In case of motion of a charged particle in an electric field:- A point charge experiences a force, whether it is at rest or in motion $\overrightarrow{\mathrm{F}}=\mathrm{q} \overrightarrow{\mathrm{E}}$
- The direction of force is parallel to the field if the charge is positive and opposite to the field if the charge is negative.
- The electric field is conservative so work is done is independent of path and work done in moving a point charge q between two fixed points having a potential difference V is equal to,$W_{A B}=-U_{A B}=q\left(V_{B}-V_{A}\right)=q V$
- Work is done in moving a charged particle in an electric field unless the points are at the same potential
- When a charged particle is accelerated by a uniform or non-uniform electric field then by work-energy theorem

$\Delta K E=W$so $\frac{1}{2} m v^{2}-\frac{1}{2} m u^{2}=q V$

Or final velocity$v=\sqrt{\left[u^{2}+\frac{2 q V}{m}\right]}$

If the charged particle is initially at rest, then $v=\sqrt{\frac{2 q V}{m}}$

If the field is uniform $E=(\mathrm{V} / \mathrm{d})$ so $v=\sqrt{\frac{2 q E d}{m}}$ - In motion of a charged particle in a uniform electric field if the force of gravity does not exist or is balanced by some other force say reaction or neglected then$\vec{a}=\frac{\vec{F}}{m}=\frac{\overrightarrow{q E}}{m}=$ constant

[as $\vec{F}=\overrightarrow{q E}]$Here equations of motion are valid.

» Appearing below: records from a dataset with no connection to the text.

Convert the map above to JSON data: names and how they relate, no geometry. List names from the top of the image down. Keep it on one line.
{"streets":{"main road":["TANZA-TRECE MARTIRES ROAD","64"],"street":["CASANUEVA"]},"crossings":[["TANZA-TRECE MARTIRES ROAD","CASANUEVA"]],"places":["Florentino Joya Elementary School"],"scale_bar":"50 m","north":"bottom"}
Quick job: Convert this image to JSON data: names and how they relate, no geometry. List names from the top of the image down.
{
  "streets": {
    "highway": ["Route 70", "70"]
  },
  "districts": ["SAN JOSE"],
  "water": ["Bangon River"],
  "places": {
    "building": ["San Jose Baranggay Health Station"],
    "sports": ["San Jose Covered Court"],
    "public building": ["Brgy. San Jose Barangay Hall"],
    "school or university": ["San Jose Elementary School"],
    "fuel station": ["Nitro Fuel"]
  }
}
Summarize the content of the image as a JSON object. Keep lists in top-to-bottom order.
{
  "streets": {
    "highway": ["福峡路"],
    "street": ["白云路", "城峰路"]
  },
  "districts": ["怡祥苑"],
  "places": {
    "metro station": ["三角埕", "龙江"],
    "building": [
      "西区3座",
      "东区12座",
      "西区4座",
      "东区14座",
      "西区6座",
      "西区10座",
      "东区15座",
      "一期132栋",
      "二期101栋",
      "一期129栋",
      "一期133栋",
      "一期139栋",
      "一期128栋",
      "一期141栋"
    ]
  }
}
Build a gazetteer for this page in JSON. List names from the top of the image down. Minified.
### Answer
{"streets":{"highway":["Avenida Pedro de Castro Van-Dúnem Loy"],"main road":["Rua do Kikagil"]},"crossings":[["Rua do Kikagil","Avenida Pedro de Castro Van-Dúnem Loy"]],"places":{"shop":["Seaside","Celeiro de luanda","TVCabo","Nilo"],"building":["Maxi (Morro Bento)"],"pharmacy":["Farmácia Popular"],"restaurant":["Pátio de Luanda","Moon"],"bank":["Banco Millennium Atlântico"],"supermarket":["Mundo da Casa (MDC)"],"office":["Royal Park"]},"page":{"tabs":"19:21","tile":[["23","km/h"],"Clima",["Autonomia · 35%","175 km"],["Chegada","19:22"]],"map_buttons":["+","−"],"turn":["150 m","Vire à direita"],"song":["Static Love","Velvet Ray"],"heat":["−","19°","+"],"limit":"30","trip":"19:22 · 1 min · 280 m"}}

- If the particle is initially at rest then from v = u + at, we get $v=a t=\frac{q E}{m} t$
And from Eqn.$s=u t+\frac{1}{2} a t^{2}$

we get $\quad s=\frac{1}{2} a t^{2}=\frac{1}{2} \frac{q E}{m} t^{2}$

The motion is accelerated translatory with $\mathrm{a} \propto \mathrm{t}^{\circ}$ ; $v \propto t$ and $s \propto t^{2}$

Here $W=\Delta \mathrm{KE}=\frac{1}{2} \mathrm{mv}^{2}=\frac{1}{2} \mathrm{~m}\left[\frac{\mathrm{q} \mathrm{E}}{\mathrm{m}} \mathrm{t}\right]^{2}$

also

$W=q E d=q V$ - If the particle is projected perpendicular to the field with an initial velocity $\mathrm{V}_{0}$From Eqn. v = u + at

and

$s=u t+\frac{1}{2} a t^{2}$

$\mathrm{u}_{\mathrm{x}}=\mathrm{v}_{0}$

and $\quad a_{x}=0$

$\mathrm{u}_{\mathrm{x}}=\mathrm{v}_{0}=\mathrm{const.}$

and $\quad x=v_{0} t$

for motion along y-axis as $u_{y}=0$

and $a_{y}=\frac{q E}{m}$ $v_{y}=\left[\frac{q E}{m}\right] t$

and $\quad y=\frac{1}{2}\left[\frac{q E}{m}\right] t^{2}$

So eliminating t between equation for x and y, we have

$\mathrm{y}=\frac{\mathrm{q} \mathrm{E}}{2 \mathrm{~m}}\left[\frac{\mathrm{x}}{\mathrm{v}_{0}}\right]^{2}=\frac{\mathrm{q} \mathrm{E}}{2 \mathrm{mv}_{0}^{2}} \mathrm{x}^{2}$

If the particle is projected perpendicular to the field the path is a parabola.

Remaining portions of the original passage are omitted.